In jedem Fall will man, so heißt es aus Schweden, das traditionelle Links-Rechts-Schema durchbrechen und sich ausschließlich auf jene Politikfelder konzentrieren, in denen man sowohl Veränderungsbedarf wie Kompetenzen sieht. Auch deshalb, weil es davon mehr als genug gibt: Angefangen beim geplanten ACTA-Abkommen über Immaterialgüterrechtsfristen und Internetsperren bis hin zum Schutz der Privatsphäre. Der Parteivorsitzende Rickard Falkvinge meinte zudem, dass man "Geschichte schreiben" und Bürgerrechte nicht nur für Schweden, sondern "für Europa und die ganze Welt" sichern wolle.

Christian Engström
Christian Engström

Tatsächlich könnten in diesen Bereichen gewisse Fortschritte allein dadurch erzielt werden, dass bisher hinter verschlossenen Türen verhandelte Pläne nun wesentlich schneller an die Öffentlichkeit gegeben und dort debattiert werden können.
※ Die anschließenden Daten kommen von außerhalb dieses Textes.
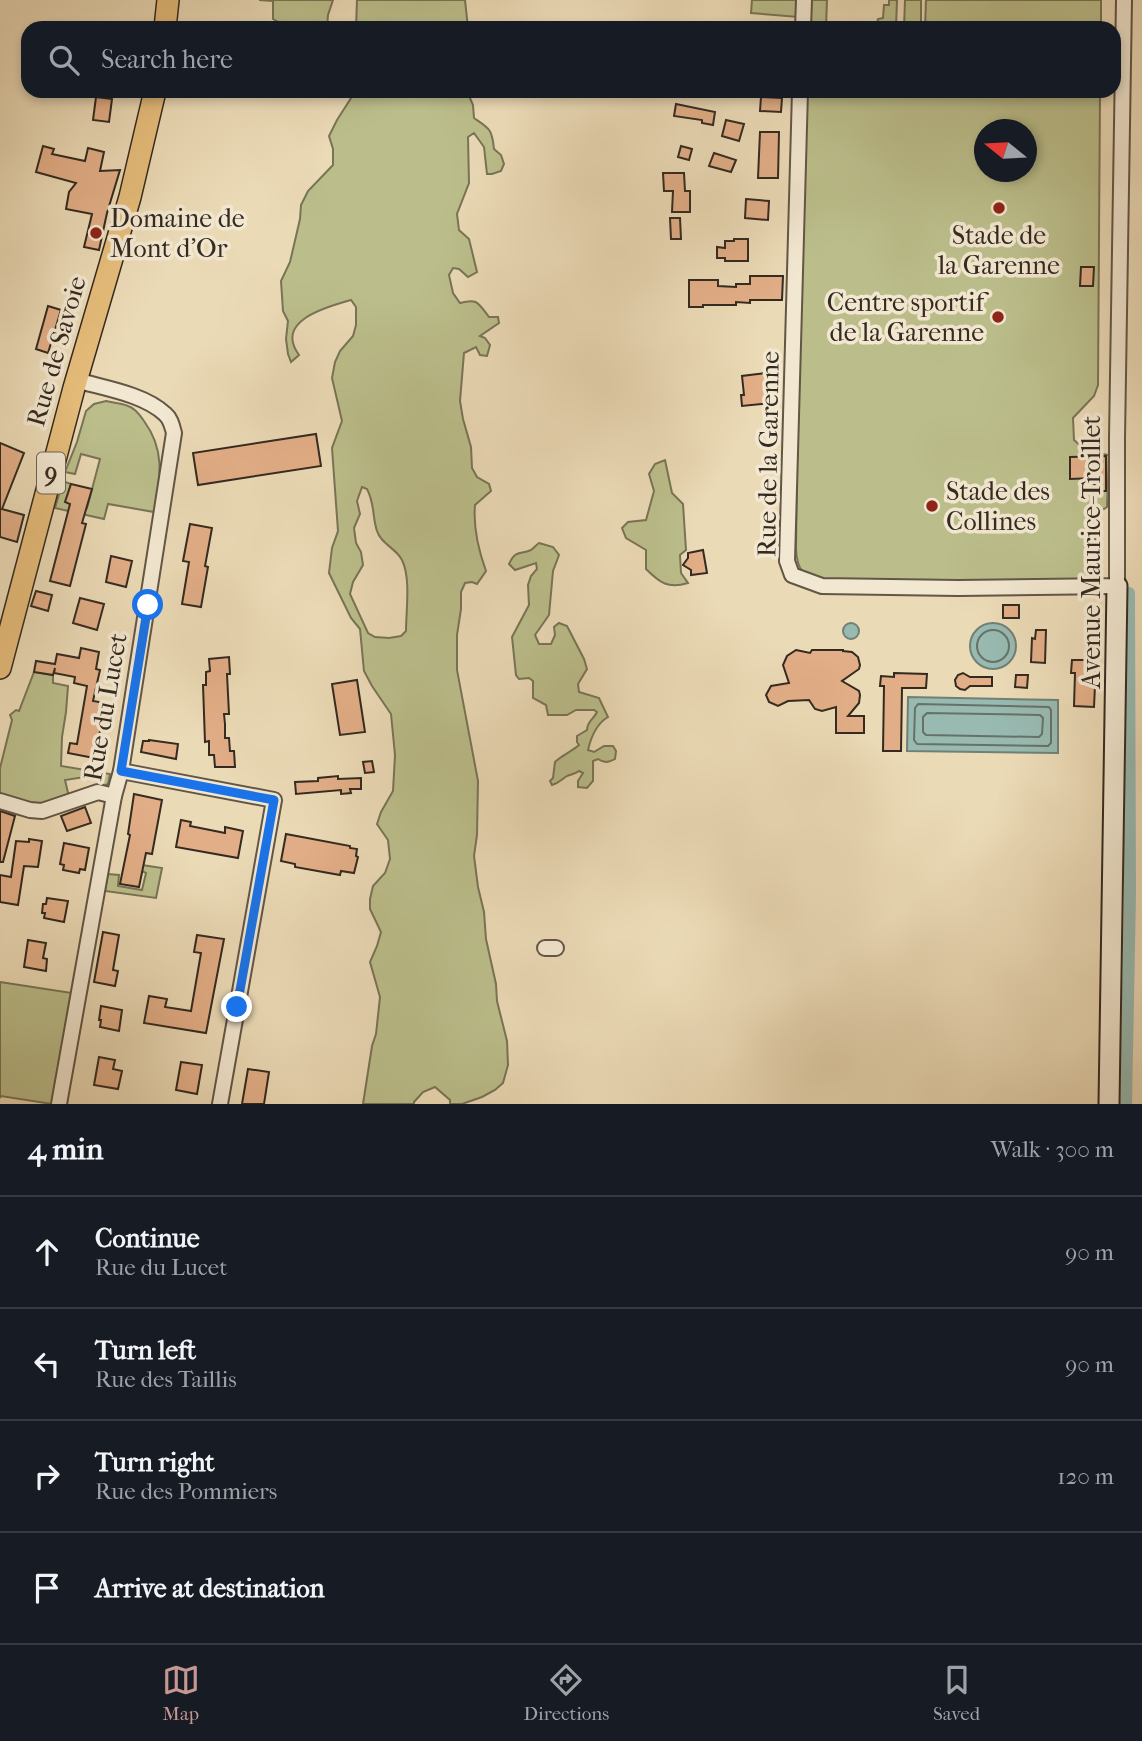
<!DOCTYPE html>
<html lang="en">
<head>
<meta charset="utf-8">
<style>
	body { margin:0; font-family:"IM FELL French Canon",serif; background:#242831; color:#f1f3f6 }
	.compass { position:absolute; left:974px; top:119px; width:63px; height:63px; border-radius:50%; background:#171b24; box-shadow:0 4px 10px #0003; rotate:288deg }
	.stop { position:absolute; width:21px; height:21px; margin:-16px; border:5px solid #1a73e8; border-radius:50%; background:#fff }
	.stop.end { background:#1a73e8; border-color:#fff; box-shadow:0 2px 7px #0008 }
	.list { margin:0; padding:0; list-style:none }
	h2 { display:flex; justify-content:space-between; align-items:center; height:91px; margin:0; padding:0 28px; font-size:30px }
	h2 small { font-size:23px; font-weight:400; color:#9ea1a6 }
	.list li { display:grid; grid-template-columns:46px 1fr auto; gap:21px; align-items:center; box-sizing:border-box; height:112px; padding:0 28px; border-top:2px solid #363941 }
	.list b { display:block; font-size:26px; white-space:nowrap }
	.list p { margin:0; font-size:23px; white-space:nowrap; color:#9ea1a6 }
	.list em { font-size:23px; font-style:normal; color:#9ea1a6 }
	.icon { flex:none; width:38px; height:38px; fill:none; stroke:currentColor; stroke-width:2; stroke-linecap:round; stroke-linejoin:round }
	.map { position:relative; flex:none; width:1142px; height:1104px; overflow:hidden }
	.search { position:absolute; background:#171b24; box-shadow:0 4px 10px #0003; left:21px; right:21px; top:21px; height:77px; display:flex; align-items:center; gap:18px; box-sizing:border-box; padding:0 24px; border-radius:21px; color:#9ea1a6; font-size:26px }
	.sheet { height:539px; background:#171b24 }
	nav { display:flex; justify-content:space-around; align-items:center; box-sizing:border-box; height:98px; border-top:2px solid #363941; background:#171b24; font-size:19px; color:#9ea1a6 }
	nav a { display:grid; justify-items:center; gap:4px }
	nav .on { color:#c59692 }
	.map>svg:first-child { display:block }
	.green { fill:#bbbe8b; stroke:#787456; stroke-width:2; fill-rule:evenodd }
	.water { fill:#98bab1; stroke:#708077; stroke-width:2 }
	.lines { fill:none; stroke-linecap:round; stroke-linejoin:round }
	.shore { stroke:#667268; stroke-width:2 }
	.canal { stroke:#98bab1; stroke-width:12 }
	.building { fill:#e2ae87; stroke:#342a20; stroke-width:2 }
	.street-casing { stroke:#625646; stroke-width:18 }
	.secondary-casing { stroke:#342a20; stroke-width:23 }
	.primary-casing { stroke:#342a20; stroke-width:24 }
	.street { stroke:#f2e7d0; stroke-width:14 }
	.secondary { stroke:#f2e7d0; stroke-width:19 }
	.primary { stroke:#e6bd7b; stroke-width:21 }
	.route { stroke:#1a73e8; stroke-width:9 }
	.poi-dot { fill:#8f2418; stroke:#f2e7d0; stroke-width:2.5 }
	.labels { text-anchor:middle; stroke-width:7; stroke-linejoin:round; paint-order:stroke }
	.shield { fill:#f2e7d0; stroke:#6d6355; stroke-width:2 }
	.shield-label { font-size:24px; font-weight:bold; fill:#342a20 }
	.poi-label { font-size:26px; fill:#342a20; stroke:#f2e7d0; text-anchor:start }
	.street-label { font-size:26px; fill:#342a20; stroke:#f2e7d0 }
</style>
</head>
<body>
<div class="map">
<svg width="1142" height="1104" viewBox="0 0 1142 1104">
	<rect width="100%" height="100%" fill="#ebdab6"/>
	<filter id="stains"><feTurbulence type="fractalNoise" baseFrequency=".00286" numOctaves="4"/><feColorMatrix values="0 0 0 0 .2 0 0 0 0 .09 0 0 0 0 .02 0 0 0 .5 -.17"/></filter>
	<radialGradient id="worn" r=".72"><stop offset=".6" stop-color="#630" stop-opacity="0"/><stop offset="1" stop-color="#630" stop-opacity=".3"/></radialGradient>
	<g class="green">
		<path d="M259,0H333L328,15L327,28H283L282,24L273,19V1Z"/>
		<path d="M357,0H465L468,28H356Z"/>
		<path d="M752,0H799L798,17L751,13Z"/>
		<path d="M807,0H827L826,28H806Z"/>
		<path d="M889,0H897L896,28L876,27L878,19L883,18L884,5H889Z"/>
		<path d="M905,0H921V27L925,28L926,0H1101V28H904Z"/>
		<path d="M353,91H467L473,105L474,118C490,129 492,129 494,149L501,155L504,164L501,171L492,174H487L484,147L474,133L468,137L469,183L457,214L459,230L469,239L477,272L468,277L459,269L453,268L449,275L453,293L460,303C478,298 478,303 489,317H498L499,323L480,336L485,338L490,345L487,356L480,355L476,347L464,353L460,401L463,419L471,447L472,468L477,477L489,484L491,491L475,505C473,528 478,549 486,571L477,584L472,582L465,583L461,592V609L457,635V670L478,781L477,835L474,856L478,887L484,912L486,939L496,984L497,1001L507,1041L508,1065L503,1083L495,1090L482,1097L462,1104H450V1100L435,1087L423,1092L414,1102V1104H363L372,1046L376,1034L380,997L370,962L377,946L381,932L370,909V899L373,886L385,873L390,859L388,840L377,824L381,812L393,791L395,755L391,714L372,686L364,671L360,629L351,618L329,573L332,548L338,531L332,448L342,421L332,378L335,362L340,351L353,336L356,325V307L351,300C326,307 274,321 299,355L291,362L288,354L286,339L288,321L283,311L281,281L290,262L300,219L301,205L308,191L333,165V149L329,136L337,120L353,95ZM362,487L367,489C375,504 372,516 377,531C381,544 396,548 402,560C411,578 406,611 406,631L401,636L389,638L375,637L368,633L350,594L353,582L363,565L361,552L356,543L354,528L360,514L357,501Z"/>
		<path d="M804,91H1100L1098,385L1094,396L1073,418L1074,440L1087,451L1109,455L1107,507L1096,514L1095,556L1087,566V582L821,583C803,575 797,570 796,549L798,377ZM984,130H1026V172H984Z"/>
		<path d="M106,401C113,403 121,403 128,406C135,408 140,415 144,421C166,451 160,478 154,512L108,504L104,519L55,508L63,481L71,484L66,502L87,508L100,459L81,454L75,474L65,472L77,442L86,411L94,404Z"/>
		<path d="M665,460L672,493L683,504L686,550L680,555L681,573L688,583C668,589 660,583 646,569V550L626,538L622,528L628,522L646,520L654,491L649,474L655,464Z"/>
		<path d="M539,543L553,547L559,555L553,571L549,615L535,635L539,644H551L555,635L554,627L559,623L567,626L584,659L587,669L578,684L579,692L599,698L608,717C596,724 591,737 588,750L594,752L604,746H613L616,751L615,759C608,763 604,763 598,759L593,761V781L587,788L578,787V781L583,773L579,771C575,774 572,774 567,776C562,779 559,783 552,785L550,781L553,778L555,762C562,755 571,752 579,745L577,742V736L587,730C587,721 594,719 597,712L594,710H576L567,715H548L546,705L533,698V681L529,678L519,679L516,675L512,637L529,605L528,585L531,576L537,569L536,563L515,570L509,564C516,549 520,555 531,550C534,548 536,545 539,543Z"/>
		<path d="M34,672L53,675V683L68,686L66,712L62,737L61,766L110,774L108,784L101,787L97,775L65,780L69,797L42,806L0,797V768L12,720L10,715L16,710L19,711Z"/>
		<path d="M142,865L162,868L156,898L105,891L108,874L119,875L118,886L142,890L146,873L142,871Z"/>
		<path d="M0,982L72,993L52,1104L1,1096L0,1098Z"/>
	</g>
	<g class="water">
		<circle cx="993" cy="646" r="23"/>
		<circle cx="851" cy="631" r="8"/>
		<path d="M908,697L1058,700V753L907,751Z"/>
	</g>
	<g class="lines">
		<g class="shore">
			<circle cx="993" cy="646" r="16"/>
			<path d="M918,704L1049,707L1051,710V743L1048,746L917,744L914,740L915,708Z"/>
			<path d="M927,713L1040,715L1043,718L1042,734L1039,737L926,735L923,732V717Z"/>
		</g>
		<path class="canal" d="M1126,1104L1130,894L1129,593"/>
	</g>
	<g class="building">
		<path d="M96,97L112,99L109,122L93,120Z"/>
		<path d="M761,97L782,98L781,112L760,111Z"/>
		<path d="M676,104L715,112L713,125L702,123V120L674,116Z"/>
		<path d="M726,120L744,124L739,141L722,136Z"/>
		<path d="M760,132H779L778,178H758Z"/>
		<path d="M43,146L54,149L52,154L85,161L88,148L104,152L100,171L120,170L107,213L99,250L84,247L92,214L66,209L69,192L76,183L36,172Z"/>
		<path d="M681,146L692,149L689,160L678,157Z"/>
		<path d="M714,153L736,160L731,172L709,166Z"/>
		<path d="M663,173H684L685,191H690V212H672L673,191H664Z"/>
		<path d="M746,199L769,201L768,220L745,218Z"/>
		<path d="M670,218H680L681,239H671Z"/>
		<path d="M734,239H748V261H725V258H717V247L725,248V241H734Z"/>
		<path d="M1081,267H1094L1093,286H1080Z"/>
		<path d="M750,276H783L782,300H750V303L736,302V305H703V307H689V280H718V286L736,287V284H750Z"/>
		<path d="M48,306L61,310L48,353L36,349Z"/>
		<path d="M767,373L770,403L742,406L741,395H744L742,376Z"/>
		<path d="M316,434L321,466L198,485L193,453Z"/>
		<path d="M0,443L24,453L2,509L24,515L17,542L0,537Z"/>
		<path d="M1106,456V491H1095L1094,478L1070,479V457Z"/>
		<path d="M71,484L92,489L82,523L86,524L70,586L50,581L70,504L65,502Z"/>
		<path d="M190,524L212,528L205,566L208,567L201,607L182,604L189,562L183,561Z"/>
		<path d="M703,550L707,573L691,575V570L683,565L688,558V553Z"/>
		<path d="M111,556L132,561L126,587L106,582Z"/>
		<path d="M36,591L52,595L48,611L31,606Z"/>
		<path d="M80,598L104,604L97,630L73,623Z"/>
		<rect x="1003" y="605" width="16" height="13"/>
		<path d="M1036,630H1046L1045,663L1031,662L1032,638L1035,639Z"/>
		<path d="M81,648L99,652L96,669L100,670L93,701L105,703L97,748L95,747L94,758L68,753L70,743L77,744L87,686L74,683L75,677L54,673L55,668L53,675L34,672L36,661L55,664L57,654L79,658Z"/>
		<path d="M796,650L810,653L812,650H843V651L852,652L858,657L860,665L859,669L842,681L859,691L860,695L859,703L848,716H864V733H836V707L822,711L815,709L809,700L788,701L778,706L769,702L766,695L771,686L789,683L783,665L787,656Z"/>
		<path d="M229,657L230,674H227L229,714H224L225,724V738H229L230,751H234L235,767H215L214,755H209V741L205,742L203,685H206V672L210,671L209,659Z"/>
		<path d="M1072,660H1086V663L1096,664L1094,707L1074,706L1075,673H1071Z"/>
		<path d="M894,673L927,674L926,688H902L901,751H883L884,686H880L881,676L894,677Z"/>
		<path d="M963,673L970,677H992V686H970L965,690L960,689L956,686L955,680L958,675Z"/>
		<path d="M1016,675H1028L1027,688L1015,687Z"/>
		<path d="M357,680L365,732L340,735L332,684Z"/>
		<path d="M149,740L178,744L176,759L141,752L143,741H149Z"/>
		<path d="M372,761L374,772L365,773L363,762Z"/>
		<path d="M338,776V779L361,778V789H350L351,793L341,794V790L296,794L295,782L318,781V778Z"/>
		<path d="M134,794L162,800L152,854L146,853L139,887L120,884L130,835L128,834Z"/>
		<path d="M85,807L91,823L67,831L61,816Z"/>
		<path d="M0,811L15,816L3,862H0Z"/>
		<path d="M181,820L191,822L190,826L225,833V827L243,831L238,858L176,847Z"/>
		<path d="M286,834L350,846V848L357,849L356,856L358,857L354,873L341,871L340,875L295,867V864L281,861Z"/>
		<path d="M29,839L42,841L38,867L24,866L18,905L0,902V875L11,877L16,841L29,842Z"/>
		<path d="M64,843L89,848L85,870L80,869L79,873L63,870L64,865L60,864Z"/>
		<path d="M47,898L68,901L64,922L44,918L45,913H42L43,904H46Z"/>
		<path d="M103,932L119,935L113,970L118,971L115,986L94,982Z"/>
		<path d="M197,935L224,939L206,1033L144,1023L149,996L167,999L165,1007L191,1011L201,953L194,952Z"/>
		<path d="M28,940L46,943L43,958L47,959L46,971L24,967Z"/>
		<path d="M101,1006L122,1010L119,1031L100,1027L101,1020H99Z"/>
		<path d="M99,1057L115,1060L113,1069L122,1071L118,1089L94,1085Z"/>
		<path d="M181,1062L202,1065L197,1094L176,1090Z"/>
		<path d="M248,1069L269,1072L264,1104H242Z"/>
	</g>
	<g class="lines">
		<defs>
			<g id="street">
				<path d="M803,28L804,0"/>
				<path d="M800,91L787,561L792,575L822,586L958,588L1117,586V438L1124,0"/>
				<path d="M121,771L274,800L220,1104"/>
				<path d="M0,801L30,810L42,811L98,792L114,796"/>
				<path d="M545,948H556"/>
				<path d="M59,1104L114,796L121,771L174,433C172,426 171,419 165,414C144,394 103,388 76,380"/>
			</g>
			<path id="secondary" d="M1109,1104L1117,586"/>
			<g id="primary">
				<path d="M165,28L168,0"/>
				<path d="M0,668L74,388L130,197L155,91"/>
			</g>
		</defs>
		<use href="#street" class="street-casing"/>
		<use href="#secondary" class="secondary-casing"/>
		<use href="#primary" class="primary-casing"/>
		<use href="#street" class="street"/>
		<use href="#secondary" class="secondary"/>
		<use href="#primary" class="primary"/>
	</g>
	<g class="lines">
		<path class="route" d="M148,605L121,771L274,800L237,1007"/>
	</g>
	<g class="poi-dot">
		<circle cx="999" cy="208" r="7"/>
		<circle cx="96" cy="233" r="7"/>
		<circle cx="998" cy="317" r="7"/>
		<circle cx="932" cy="506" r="7"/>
	</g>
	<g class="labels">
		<rect class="shield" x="37" y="452.5" width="28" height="41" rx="5"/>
		<g class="shield-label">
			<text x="51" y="481">9</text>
		</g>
		<g class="poi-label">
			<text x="110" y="227">Domaine de<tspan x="110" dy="30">Mont d'Or</tspan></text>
			<text x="999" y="244" text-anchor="middle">Stade de<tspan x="999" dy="30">la Garenne</tspan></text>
			<text x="984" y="311" text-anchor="end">Centre sportif<tspan x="984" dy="30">de la Garenne</tspan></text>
			<text x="946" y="500">Stade des<tspan x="946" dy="30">Collines</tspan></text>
		</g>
		<g class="street-label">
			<text transform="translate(56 351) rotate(-74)" y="9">Rue de Savoie</text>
			<text transform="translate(768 454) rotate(-89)" y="9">Rue de la Garenne</text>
			<text transform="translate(1091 552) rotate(-90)" y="9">Avenue Maurice-Troillet</text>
			<text transform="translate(105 707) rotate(-80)" y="9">Rue du Lucet</text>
		</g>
	</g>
	<rect width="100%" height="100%" filter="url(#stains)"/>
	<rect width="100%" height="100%" fill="url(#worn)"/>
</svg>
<svg class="compass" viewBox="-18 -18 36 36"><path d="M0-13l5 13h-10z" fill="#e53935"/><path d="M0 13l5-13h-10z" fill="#9ea1a6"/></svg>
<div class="stop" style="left:148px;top:605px"></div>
<div class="stop end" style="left:237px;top:1007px"></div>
<div class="search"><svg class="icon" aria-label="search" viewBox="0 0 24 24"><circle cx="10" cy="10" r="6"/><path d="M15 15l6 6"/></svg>Search here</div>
</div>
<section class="sheet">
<h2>4 min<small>Walk · 300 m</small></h2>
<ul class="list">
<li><svg class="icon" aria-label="ahead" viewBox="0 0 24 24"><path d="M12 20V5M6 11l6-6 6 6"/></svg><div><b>Continue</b><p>Rue du Lucet</p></div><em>90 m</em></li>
<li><svg class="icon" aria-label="left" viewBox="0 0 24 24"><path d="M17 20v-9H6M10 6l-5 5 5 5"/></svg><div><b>Turn left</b><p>Rue des Taillis</p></div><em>90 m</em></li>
<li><svg class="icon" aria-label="right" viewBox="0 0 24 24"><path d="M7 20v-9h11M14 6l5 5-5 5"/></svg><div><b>Turn right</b><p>Rue des Pommiers</p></div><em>120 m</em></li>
<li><svg class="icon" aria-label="arrive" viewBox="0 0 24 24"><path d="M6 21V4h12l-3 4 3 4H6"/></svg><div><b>Arrive at destination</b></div></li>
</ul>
</section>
<nav>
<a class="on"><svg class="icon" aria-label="map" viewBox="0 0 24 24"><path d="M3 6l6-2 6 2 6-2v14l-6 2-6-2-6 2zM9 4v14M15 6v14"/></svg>Map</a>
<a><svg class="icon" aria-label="directions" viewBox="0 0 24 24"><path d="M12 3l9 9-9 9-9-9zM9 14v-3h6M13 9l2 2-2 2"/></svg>Directions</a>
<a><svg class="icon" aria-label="saved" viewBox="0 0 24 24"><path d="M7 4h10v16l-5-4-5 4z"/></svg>Saved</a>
</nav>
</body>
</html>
Ob der 49-jährige Programmierer Christian Engström diese Arbeit alleine übernehmen muss, oder ob nach Inkrafttreten des Lissabon-Vertrages auch noch die 21-jährige Jurastudentin Amelia Andersdotter ins Parlament einziehen kann, ist bisher noch offen.

Amelia Andersdotter
Amelia Andersdotter

Nach dem Erfolg bei der Europawahl wollen die schwedischen Piraten auch bei der Reichstagswahl im nächsten Jahr antreten, bei der sie 2006 lediglich 0,6 Prozent der Stimmen bekamen. Diese Entwicklung der schwedischen Piratenpartei stimmt auch die deutsche Sektion der Pirateninternationale optimistisch: Sie erreichte bei der Europawahl 0,9 Prozent der Stimmen und sieht sich nach 0,3 und 0,5 Prozent bei den beiden Hessenwahlen auf einem guten Weg – auch deshalb, weil sie mit diesem Ergebnis erstmals Gelder aus der staatlichen Wahlkampfkostenerstattung bekommt.